*WHAT YOU WILL DO:* Report back every line from the entries below in which the word "image" occurs.

*INPUT DATA:*
- - -
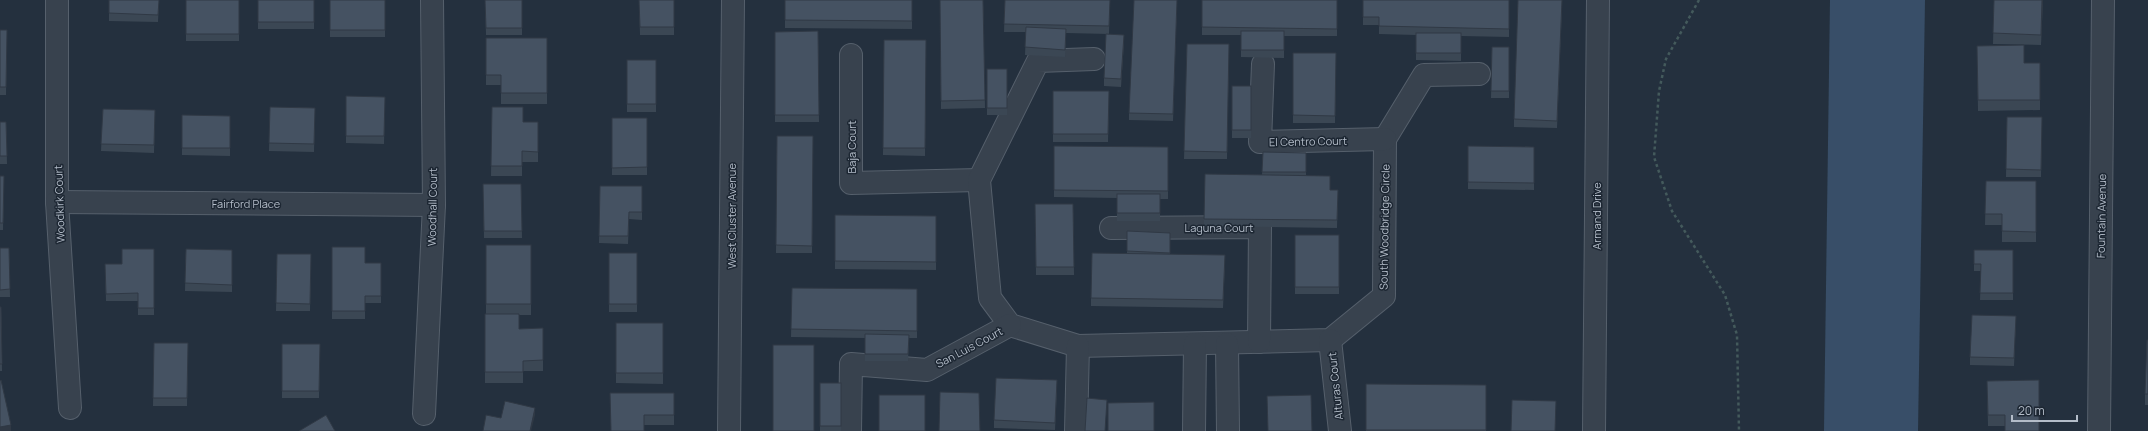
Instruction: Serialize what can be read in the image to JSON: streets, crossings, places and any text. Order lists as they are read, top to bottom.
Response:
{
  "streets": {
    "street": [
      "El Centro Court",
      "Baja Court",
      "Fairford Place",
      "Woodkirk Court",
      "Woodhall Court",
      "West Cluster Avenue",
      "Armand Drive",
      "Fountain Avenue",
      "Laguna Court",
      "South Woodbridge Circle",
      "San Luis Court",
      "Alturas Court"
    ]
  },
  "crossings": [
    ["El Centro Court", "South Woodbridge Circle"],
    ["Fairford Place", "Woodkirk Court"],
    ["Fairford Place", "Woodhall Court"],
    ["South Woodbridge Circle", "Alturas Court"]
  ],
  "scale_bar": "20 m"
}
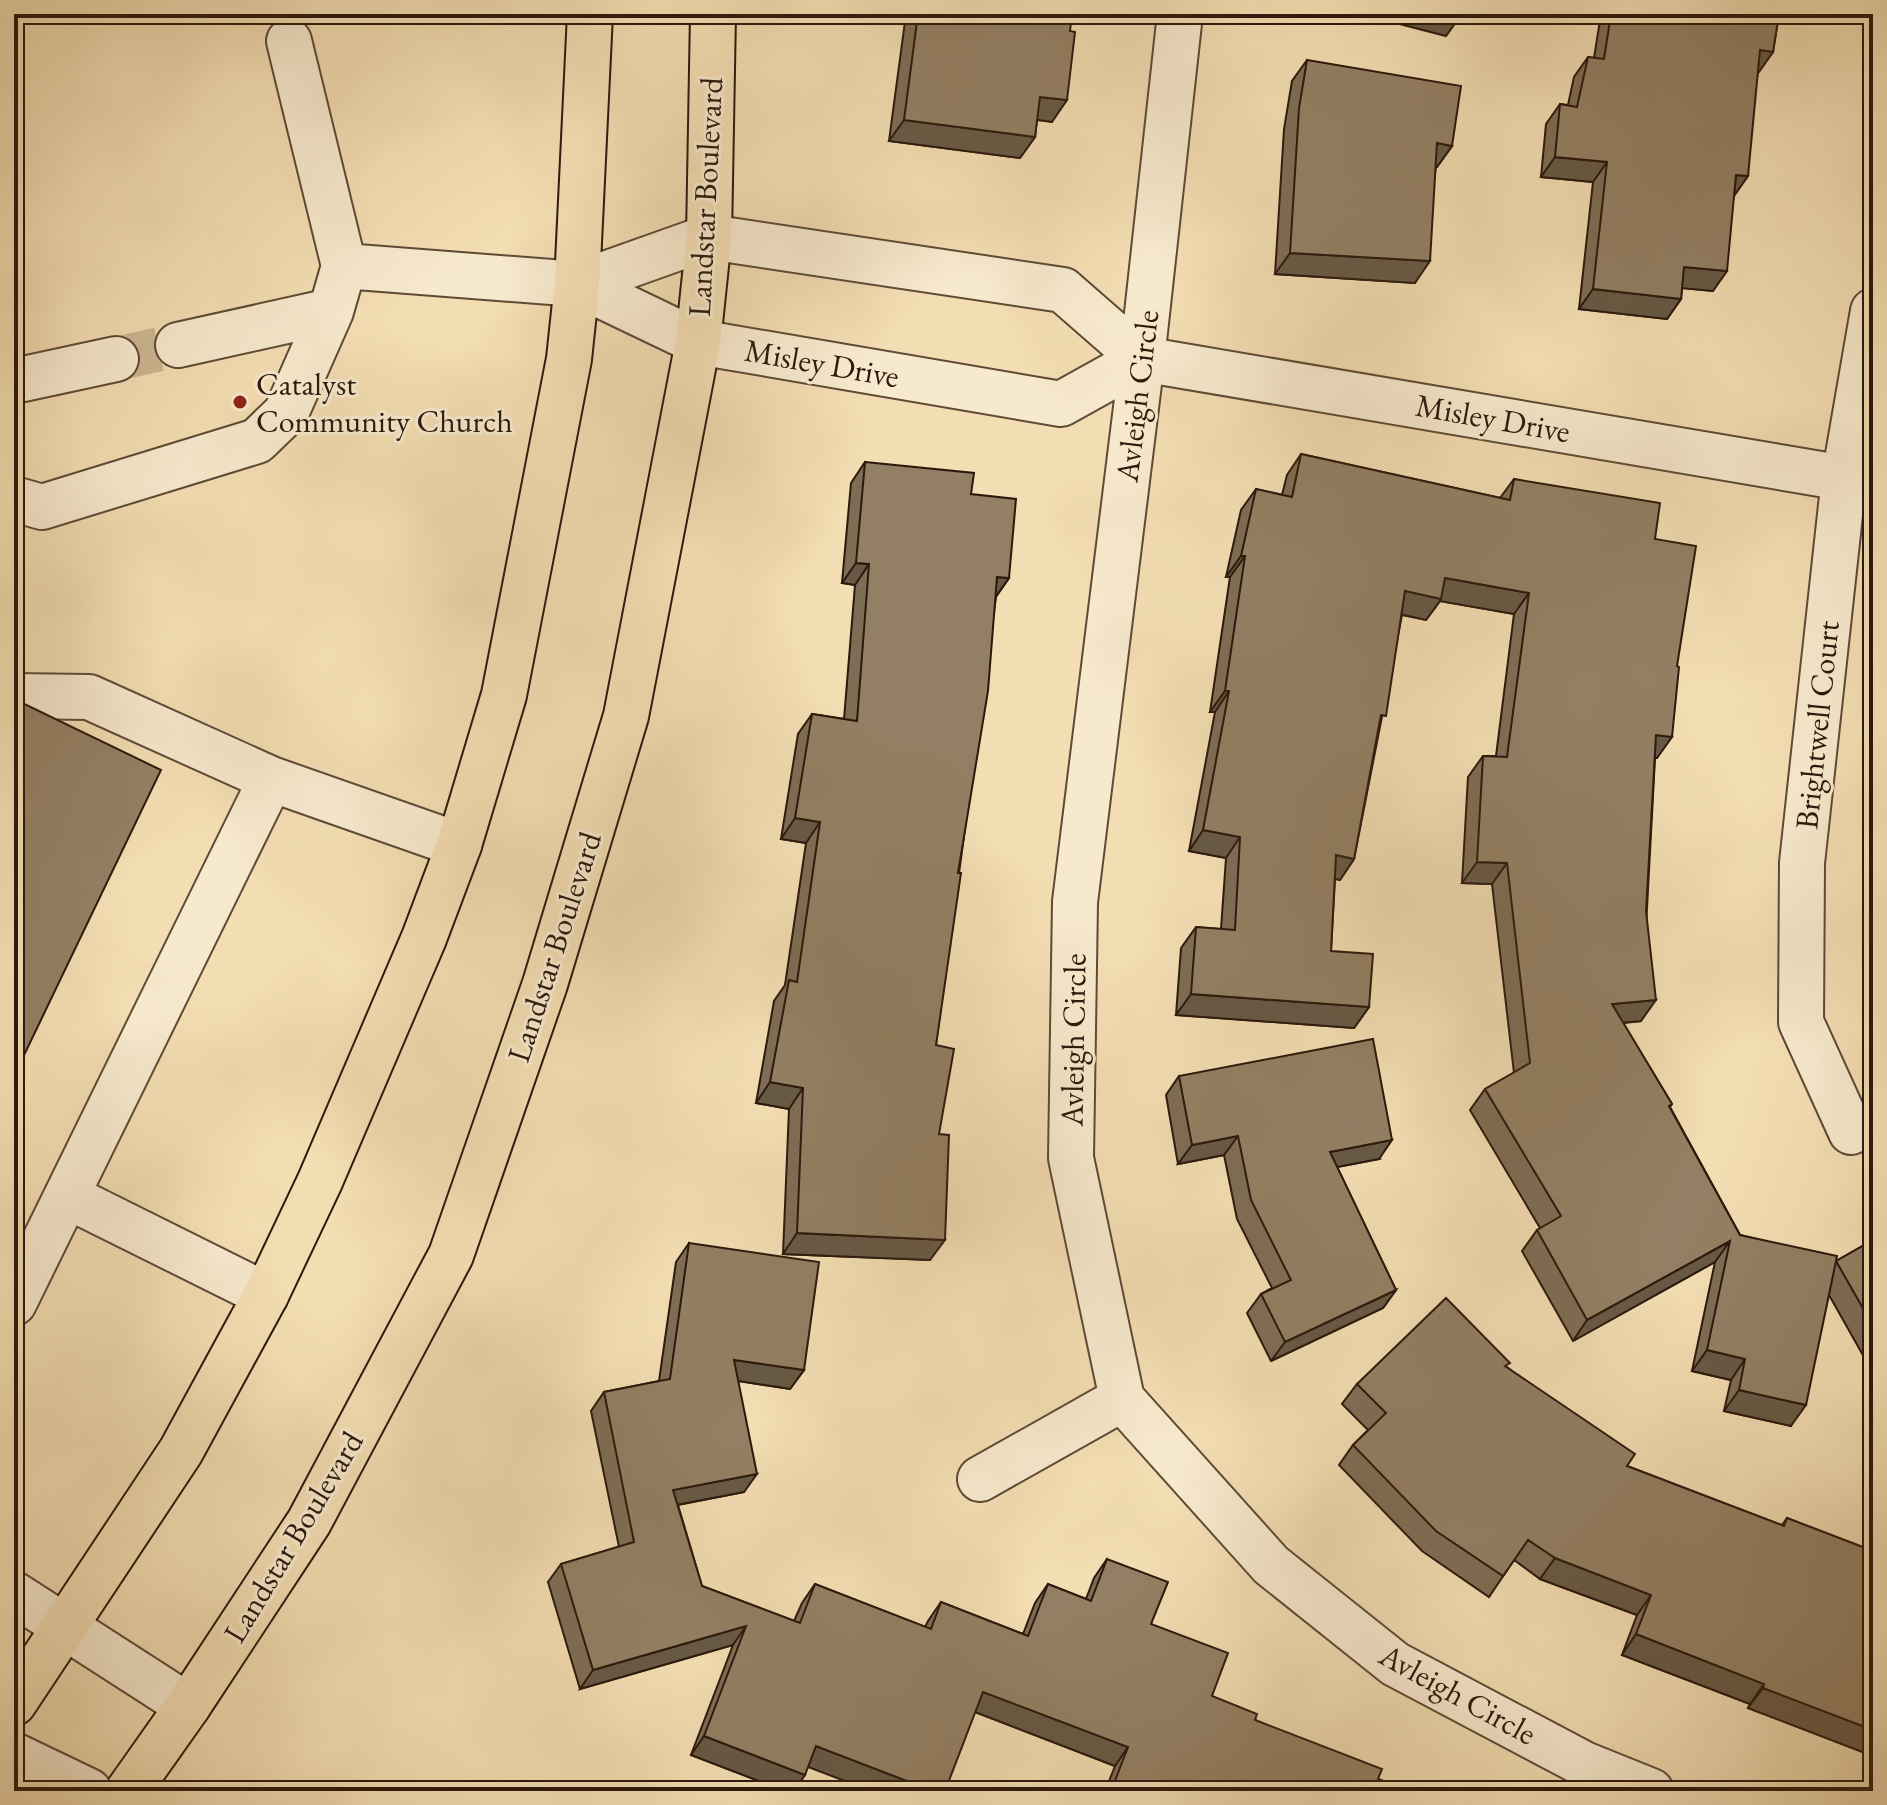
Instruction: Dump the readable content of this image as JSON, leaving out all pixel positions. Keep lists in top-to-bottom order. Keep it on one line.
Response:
- - -
*THE ANSWER:*
Instruction: Serialize what can be read in the image to JSON: streets, crossings, places and any text. Order lists as they are read, top to bottom.
Instruction: Dump the readable content of this image as JSON, leaving out all pixel positions. Keep lists in top-to-bottom order. Keep it on one line.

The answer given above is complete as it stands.